The company was incorporated in 2015. In 2021 and 2022, it raised a total of £44m from two investors by issuing “series A preferred shares”.
The preferred shares carried the same rights, and had the same nominal value, as the existing ordinary shares in the company, except that the preferred shares carried a right to a cumulative preferred return on any dividend or capital distribution. For this reason, the preferred shares and the ordinary shares were separate classes of share in the company.
The preferred shareholders also had the benefit of a separate contractual put option, under which they could require the company to buy back some or all of their preferred shares if the company did not successfully IPO before a specific deadline.
The company’s articles of association set out circumstances in which the preferred shares would be “automatically converted into” ordinary shares. These included, in article 9.2(a):
“upon notice in writing from an Investor Majority at the date of such notice”
However, the articles did not set out exactly how the share conversion would operate (see box, “What is a share conversion?”).
The articles defined an “Investor Majority” as:
“the holders of a majority of the [preferred shares] and [ordinary shares] in aggregate as if such [shares] constituted one class of share.”
The ordinary shares accounted for 86.7% of the company’s shares, meaning that the ordinary shareholders had the power to form an Investor Majority without the preferred shareholders.
UK companies can issue different types of share that give their holders different rights. This gives a company and its shareholders considerable flexibility in formulating the company’s capital structure and the basis on which shareholders will ultimately invest.
Shares whose rights are in all respects the same form a single class. Shares whose rights differ from each other fall into separate classes. There is no limit to the number of classes of share a company may have.

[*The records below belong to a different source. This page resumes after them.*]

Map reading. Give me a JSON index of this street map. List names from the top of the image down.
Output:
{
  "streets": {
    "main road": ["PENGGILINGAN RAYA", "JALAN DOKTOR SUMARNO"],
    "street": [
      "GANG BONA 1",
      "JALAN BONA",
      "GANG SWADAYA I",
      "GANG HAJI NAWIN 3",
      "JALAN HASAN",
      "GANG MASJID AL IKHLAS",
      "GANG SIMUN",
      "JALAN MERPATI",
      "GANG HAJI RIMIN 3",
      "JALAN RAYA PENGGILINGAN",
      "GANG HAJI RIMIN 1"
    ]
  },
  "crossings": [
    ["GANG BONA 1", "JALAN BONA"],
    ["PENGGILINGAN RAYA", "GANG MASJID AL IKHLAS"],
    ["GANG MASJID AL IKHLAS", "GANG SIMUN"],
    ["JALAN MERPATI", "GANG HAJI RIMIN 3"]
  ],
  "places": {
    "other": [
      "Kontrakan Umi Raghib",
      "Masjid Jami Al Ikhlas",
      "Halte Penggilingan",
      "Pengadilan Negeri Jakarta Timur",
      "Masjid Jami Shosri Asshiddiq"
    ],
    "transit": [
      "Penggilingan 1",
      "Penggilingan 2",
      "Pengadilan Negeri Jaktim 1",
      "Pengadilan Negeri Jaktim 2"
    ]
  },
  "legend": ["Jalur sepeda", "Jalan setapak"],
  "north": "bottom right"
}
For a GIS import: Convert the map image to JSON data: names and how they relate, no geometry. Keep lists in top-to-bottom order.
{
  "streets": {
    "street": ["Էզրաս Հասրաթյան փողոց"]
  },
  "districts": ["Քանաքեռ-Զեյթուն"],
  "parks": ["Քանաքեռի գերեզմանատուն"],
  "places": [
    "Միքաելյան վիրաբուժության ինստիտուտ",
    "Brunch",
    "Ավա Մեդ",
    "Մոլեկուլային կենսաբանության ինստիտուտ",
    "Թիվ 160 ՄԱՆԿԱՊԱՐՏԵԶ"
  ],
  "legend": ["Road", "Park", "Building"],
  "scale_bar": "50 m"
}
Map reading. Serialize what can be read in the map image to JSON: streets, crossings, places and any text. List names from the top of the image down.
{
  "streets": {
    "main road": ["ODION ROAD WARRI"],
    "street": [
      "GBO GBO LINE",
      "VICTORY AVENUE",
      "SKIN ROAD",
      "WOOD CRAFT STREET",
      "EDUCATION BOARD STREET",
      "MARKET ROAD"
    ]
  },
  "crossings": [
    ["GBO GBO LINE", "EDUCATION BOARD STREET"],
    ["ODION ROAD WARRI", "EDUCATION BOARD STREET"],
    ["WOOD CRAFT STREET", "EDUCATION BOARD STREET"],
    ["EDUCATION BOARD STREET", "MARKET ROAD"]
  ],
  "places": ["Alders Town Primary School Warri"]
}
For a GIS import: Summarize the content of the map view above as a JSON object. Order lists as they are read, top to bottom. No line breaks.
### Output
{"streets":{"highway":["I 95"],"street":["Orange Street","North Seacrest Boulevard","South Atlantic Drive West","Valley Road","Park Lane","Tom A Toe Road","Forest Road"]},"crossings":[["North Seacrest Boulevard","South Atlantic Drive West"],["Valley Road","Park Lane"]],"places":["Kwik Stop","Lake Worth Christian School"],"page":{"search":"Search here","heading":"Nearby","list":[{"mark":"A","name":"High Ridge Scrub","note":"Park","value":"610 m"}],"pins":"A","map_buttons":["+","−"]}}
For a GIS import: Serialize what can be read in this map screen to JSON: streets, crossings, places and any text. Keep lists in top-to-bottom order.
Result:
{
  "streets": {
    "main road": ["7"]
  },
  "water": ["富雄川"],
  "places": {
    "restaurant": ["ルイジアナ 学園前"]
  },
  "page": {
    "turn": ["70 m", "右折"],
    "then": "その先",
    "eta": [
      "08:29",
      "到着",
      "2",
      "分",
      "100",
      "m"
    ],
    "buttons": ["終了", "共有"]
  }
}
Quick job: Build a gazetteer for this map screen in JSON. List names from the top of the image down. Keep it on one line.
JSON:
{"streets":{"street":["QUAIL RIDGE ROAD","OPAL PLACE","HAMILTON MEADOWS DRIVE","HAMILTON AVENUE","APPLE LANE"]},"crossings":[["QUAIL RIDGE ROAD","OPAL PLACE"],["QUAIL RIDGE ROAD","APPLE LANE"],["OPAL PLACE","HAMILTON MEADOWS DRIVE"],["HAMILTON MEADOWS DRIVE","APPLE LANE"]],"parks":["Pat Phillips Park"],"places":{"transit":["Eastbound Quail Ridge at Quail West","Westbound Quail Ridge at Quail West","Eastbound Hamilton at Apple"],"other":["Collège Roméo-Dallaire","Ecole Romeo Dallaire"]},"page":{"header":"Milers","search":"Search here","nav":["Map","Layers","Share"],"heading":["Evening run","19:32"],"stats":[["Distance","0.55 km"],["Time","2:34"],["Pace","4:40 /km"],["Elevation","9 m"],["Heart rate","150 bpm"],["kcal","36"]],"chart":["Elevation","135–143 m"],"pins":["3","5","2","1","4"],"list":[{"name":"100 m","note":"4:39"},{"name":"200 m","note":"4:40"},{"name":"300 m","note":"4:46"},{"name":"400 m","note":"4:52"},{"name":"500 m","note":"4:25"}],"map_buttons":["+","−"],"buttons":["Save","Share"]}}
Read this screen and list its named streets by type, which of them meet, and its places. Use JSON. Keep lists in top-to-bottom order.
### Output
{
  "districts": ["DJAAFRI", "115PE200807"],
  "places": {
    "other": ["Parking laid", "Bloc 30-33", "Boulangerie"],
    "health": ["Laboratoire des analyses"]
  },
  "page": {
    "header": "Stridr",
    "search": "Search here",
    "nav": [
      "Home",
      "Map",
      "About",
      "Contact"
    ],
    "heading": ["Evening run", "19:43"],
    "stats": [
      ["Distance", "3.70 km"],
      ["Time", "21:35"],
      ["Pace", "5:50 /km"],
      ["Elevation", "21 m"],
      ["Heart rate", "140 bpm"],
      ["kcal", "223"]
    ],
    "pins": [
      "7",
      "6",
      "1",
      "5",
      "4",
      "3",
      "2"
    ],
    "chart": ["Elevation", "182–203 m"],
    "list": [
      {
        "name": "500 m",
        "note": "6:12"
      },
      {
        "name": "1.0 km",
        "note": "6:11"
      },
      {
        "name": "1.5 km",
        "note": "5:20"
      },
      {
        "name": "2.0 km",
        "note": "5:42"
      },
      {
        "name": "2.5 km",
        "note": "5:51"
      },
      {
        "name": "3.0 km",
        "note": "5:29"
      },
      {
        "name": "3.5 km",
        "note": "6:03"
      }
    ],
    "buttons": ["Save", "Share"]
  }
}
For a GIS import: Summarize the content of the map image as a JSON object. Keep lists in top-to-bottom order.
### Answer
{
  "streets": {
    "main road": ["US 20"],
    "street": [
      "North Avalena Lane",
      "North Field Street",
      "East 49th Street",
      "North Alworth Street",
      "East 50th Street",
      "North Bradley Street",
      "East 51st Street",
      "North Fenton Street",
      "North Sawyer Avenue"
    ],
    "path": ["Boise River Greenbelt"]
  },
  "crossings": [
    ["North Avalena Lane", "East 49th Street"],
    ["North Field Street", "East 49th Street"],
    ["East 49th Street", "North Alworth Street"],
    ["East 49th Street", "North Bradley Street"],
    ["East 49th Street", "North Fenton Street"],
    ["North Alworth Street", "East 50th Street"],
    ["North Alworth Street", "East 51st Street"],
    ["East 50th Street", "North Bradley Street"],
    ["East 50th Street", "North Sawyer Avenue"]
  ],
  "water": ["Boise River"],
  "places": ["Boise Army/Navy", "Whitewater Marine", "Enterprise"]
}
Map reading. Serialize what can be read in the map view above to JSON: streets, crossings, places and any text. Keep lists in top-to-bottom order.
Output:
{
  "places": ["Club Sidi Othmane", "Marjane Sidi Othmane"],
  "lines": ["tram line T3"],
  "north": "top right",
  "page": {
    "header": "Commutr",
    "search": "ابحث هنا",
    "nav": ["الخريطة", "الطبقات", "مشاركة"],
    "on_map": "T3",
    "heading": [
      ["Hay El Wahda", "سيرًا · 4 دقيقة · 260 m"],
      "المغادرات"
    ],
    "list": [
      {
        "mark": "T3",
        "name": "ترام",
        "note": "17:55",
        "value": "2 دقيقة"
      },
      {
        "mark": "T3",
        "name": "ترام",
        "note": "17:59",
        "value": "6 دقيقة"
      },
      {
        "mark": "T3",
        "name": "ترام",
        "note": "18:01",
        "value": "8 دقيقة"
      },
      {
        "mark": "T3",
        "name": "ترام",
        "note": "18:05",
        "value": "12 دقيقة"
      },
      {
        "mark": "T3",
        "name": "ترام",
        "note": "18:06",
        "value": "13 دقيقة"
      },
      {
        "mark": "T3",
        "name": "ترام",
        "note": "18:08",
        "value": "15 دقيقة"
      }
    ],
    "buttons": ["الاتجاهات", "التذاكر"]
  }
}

Ways in which classes of share typically differ include:
- the number of voting rights each share carries;
- the proportion of any dividends each share is entitled to receive; and
- whether the shares can be redeemed (i.e. cancelled in exchange for a payment by the company).
The basic class of share in a company is normally termed an ordinary share. Ordinary shares usually carry one voting right each and participate proportionately in all dividend and capital returns (after any prior-ranking payments have been made). Apart from so-called deferred shares, they are effectively the lowest-ranking form of investment in a company.
Other classes of share are normally understood by reference to ordinary shares (which themselves can be divided into multiple classes).
An example is preference shares or preferred shares. Preference shares normally carry the right to receive a specified amount of any dividend or capital return (a “preferred return”) in priority to the ordinary shares, often expressed as the amount originally invested plus a percentage of that amount that accrues annually, akin to interest.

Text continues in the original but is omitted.